A voz dos ancestrais
Entre tantas falas técnicas, foi especialmente comovente ouvir representantes de povos originários. Líderes indígenas do Brasil, da América do Norte e da região Andina trouxeram um alerta claro: os psicodélicos não são apenas substâncias, mas portais sagrados de conhecimento. Pediram respeito às suas tradições, criticaram a apropriação cultural e cobraram que o chamado “renascimento psicodélico” não repita os erros do colonialismo.
Em uma fala tocante, um líder indígena falou da importância de respeitar e reverenciar o espírito sagrado das plantas de poder e não tentar domesticá-las nem isolar ou manipular suas moléculas.

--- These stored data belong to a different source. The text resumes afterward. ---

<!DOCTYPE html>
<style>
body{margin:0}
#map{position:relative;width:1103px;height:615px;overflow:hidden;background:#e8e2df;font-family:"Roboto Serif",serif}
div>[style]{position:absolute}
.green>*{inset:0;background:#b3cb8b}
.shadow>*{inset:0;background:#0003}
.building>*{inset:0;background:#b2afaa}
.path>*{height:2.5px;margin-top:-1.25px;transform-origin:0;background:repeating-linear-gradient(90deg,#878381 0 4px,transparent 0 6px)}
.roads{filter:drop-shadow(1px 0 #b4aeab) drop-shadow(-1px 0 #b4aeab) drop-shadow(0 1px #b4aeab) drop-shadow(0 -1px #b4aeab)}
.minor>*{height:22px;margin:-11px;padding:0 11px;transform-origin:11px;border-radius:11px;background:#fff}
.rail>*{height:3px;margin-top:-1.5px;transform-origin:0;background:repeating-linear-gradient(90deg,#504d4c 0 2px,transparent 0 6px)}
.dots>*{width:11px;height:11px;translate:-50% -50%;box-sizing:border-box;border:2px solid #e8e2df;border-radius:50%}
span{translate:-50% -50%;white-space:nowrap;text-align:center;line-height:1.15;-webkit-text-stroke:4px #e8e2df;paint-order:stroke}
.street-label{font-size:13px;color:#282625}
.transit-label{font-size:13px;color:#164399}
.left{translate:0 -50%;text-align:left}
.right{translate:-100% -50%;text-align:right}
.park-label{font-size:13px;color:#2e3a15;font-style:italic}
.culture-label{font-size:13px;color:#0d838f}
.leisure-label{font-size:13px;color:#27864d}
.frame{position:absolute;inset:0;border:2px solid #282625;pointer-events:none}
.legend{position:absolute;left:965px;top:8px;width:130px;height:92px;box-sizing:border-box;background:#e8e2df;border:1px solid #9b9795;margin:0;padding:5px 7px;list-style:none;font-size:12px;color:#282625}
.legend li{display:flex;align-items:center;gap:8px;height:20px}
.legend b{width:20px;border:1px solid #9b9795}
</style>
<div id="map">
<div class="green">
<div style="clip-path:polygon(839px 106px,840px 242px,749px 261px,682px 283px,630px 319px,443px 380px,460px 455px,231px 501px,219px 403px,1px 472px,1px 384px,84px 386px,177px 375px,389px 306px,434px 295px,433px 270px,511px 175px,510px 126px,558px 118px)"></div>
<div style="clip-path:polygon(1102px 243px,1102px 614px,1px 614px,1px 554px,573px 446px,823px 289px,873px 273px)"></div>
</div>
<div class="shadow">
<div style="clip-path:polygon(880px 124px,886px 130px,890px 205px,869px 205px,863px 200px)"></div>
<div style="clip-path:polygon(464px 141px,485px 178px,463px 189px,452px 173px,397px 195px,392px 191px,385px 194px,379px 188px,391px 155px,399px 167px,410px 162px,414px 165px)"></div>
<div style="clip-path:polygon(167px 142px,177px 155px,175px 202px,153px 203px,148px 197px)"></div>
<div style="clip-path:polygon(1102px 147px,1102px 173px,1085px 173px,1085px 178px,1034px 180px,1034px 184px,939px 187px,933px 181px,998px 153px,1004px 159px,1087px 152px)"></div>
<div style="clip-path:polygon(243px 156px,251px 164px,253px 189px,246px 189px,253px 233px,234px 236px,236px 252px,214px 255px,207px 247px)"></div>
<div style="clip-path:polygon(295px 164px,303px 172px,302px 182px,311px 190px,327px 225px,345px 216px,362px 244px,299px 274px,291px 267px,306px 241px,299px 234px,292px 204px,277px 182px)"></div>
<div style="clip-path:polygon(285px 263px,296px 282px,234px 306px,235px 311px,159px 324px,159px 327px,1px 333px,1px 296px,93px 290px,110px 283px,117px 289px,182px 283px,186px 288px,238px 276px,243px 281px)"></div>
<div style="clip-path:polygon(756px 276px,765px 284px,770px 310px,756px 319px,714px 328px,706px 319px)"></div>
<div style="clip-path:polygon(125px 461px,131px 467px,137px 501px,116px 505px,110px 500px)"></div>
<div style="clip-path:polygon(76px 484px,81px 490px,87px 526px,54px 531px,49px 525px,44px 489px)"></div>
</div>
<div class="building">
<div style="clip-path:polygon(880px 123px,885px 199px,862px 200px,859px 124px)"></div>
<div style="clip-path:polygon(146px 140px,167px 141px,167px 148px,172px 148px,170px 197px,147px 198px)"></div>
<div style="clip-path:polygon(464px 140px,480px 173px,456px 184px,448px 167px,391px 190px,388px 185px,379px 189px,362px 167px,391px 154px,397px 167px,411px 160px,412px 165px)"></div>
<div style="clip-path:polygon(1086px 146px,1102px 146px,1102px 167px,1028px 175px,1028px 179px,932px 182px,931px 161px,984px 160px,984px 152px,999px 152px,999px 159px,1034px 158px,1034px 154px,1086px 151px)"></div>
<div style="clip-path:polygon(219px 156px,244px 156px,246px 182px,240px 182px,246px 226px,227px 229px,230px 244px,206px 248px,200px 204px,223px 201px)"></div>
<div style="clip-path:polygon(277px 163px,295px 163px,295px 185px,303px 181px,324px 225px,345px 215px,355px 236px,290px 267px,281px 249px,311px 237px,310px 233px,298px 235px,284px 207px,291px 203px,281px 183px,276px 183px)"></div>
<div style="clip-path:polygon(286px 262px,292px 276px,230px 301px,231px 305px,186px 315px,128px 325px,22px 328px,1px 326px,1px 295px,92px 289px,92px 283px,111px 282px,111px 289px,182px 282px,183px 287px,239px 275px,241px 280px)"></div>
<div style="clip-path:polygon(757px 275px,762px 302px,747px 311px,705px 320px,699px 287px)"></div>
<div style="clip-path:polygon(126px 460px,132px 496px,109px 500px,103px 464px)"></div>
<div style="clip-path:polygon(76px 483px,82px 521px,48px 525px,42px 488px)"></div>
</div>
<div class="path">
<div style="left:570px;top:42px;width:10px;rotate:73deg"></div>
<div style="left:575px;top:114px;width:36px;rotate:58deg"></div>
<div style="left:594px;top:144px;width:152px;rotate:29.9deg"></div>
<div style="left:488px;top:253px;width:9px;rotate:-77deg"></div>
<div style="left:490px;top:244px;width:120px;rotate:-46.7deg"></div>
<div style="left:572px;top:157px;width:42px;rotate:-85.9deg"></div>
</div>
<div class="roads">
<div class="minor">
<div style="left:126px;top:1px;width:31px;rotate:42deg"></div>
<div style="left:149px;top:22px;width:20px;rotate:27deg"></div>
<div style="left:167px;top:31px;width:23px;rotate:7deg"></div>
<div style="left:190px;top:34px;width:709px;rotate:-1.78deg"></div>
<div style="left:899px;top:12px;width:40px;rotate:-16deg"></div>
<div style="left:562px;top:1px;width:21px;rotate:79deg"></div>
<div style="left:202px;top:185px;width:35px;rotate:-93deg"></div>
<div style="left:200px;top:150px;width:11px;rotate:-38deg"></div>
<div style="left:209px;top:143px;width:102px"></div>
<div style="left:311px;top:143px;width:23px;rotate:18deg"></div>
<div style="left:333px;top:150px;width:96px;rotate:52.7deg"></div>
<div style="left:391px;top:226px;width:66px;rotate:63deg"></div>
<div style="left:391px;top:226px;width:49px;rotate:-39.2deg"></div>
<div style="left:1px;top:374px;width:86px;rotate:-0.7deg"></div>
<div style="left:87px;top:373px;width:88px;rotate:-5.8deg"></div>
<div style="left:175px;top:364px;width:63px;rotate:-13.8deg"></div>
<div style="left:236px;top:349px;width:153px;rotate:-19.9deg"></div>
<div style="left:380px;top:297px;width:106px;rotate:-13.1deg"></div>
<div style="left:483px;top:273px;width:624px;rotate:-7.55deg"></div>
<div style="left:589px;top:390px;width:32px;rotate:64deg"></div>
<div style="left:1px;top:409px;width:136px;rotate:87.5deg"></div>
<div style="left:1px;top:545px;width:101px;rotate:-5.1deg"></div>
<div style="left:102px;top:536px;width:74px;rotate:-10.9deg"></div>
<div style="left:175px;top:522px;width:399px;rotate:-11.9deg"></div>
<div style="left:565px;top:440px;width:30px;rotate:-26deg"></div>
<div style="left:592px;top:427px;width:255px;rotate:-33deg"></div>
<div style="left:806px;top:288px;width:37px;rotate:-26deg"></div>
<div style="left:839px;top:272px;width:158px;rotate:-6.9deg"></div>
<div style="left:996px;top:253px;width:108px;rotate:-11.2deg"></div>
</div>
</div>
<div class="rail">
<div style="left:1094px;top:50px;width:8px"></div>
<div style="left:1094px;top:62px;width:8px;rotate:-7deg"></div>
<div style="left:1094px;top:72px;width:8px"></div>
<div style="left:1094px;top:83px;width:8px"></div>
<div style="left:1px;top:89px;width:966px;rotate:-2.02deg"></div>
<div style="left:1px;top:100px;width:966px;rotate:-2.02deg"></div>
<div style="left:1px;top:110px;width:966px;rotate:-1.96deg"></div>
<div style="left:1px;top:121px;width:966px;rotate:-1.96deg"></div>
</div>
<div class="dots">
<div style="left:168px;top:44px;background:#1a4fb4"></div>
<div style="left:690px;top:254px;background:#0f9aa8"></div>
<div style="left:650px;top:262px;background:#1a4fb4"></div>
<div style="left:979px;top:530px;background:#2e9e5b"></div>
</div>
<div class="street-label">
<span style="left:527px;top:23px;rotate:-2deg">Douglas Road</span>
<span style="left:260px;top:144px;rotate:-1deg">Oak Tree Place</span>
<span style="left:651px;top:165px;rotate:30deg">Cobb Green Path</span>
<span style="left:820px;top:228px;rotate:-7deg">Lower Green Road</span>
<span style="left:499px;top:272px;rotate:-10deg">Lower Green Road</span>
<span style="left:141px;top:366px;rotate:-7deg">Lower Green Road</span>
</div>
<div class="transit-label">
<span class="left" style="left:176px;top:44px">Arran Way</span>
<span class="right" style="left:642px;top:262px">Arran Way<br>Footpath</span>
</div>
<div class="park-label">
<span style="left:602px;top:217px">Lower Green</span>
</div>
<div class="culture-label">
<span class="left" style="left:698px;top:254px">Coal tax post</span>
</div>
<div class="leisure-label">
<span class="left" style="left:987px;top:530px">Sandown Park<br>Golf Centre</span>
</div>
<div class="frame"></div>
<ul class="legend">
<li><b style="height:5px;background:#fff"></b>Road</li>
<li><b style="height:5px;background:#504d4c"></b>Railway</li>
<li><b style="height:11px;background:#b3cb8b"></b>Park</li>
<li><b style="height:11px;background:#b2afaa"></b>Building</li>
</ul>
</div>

A dissonância: entre o sagrado e o capital
Foi impossível não sentir uma dissonância cognitiva ao caminhar entre estandes de startups avaliadas em centenas de milhões de dólares e, logo depois, escutar um canto ancestral ecoando em um círculo de cura. A pergunta que me acompanhou durante toda a conferência foi:
como garantir que o futuro dos psicodélicos seja guiado pela sabedoria e bem comum e não apenas pelo lucro?
O papel do Brasil
O Brasil esteve presente, ainda que timidamente. Participantes brasileiros compartilharam experiências com ayahuasca, práticas integrativas e desafios políticos locais. Em um contexto de crescente interesse internacional pelos saberes da floresta, torna-se ainda mais urgente o fortalecimento de redes nacionais que possam dialogar com o mundo sem perder sua raiz.
Caminhos abertos
Volto dessa jornada com o coração expandido e um sentimento de responsabilidade ampliada. O Instituto Micélio Sagrado tem um papel fundamental nesse cenário global: preservar e honrar o sagrado, promover a escuta profunda, formar multiplicadores conscientes e manter vivo o fio que conecta o passado ancestral com as possibilidades do futuro.
O movimento psicodélico está crescendo. Mas para que floresça de forma saudável, precisa de solo fértil — e isso significa ética, cuidado, justiça e presença.
Que possamos seguir trilhando essas travessias com amor, união, coragem e humildade.